> [What you need to do]
Working from the entries below, count every line that includes the word "places". Return the figure alone.

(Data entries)
※ ※ ※

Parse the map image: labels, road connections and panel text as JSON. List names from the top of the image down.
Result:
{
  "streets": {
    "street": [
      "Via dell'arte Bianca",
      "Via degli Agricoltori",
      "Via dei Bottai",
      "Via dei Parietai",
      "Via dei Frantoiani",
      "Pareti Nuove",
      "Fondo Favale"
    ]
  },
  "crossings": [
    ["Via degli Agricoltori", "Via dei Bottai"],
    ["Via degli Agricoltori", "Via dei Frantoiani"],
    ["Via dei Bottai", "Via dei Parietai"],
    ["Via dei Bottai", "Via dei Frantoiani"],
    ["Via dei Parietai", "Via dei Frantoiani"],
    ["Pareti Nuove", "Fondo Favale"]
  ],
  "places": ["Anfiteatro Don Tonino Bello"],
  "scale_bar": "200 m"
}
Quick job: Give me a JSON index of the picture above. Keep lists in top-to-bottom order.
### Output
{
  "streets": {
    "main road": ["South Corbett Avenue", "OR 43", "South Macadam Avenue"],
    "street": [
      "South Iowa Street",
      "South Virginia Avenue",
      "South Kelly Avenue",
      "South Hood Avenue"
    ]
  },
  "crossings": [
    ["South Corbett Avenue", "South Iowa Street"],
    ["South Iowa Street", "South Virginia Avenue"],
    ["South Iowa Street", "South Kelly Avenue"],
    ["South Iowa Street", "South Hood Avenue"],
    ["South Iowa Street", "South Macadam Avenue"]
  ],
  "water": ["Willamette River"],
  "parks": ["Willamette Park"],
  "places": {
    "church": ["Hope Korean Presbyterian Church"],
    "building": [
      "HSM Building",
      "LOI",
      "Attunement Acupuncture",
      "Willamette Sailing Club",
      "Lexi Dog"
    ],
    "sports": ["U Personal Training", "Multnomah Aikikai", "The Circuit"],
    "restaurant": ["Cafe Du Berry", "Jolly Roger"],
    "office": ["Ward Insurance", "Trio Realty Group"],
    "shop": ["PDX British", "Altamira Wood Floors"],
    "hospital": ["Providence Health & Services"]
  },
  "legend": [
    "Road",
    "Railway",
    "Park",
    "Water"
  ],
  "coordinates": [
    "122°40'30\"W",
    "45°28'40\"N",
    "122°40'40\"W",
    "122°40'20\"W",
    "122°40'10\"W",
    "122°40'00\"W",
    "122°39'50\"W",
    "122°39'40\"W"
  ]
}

※ ※ ※

> [Output]
2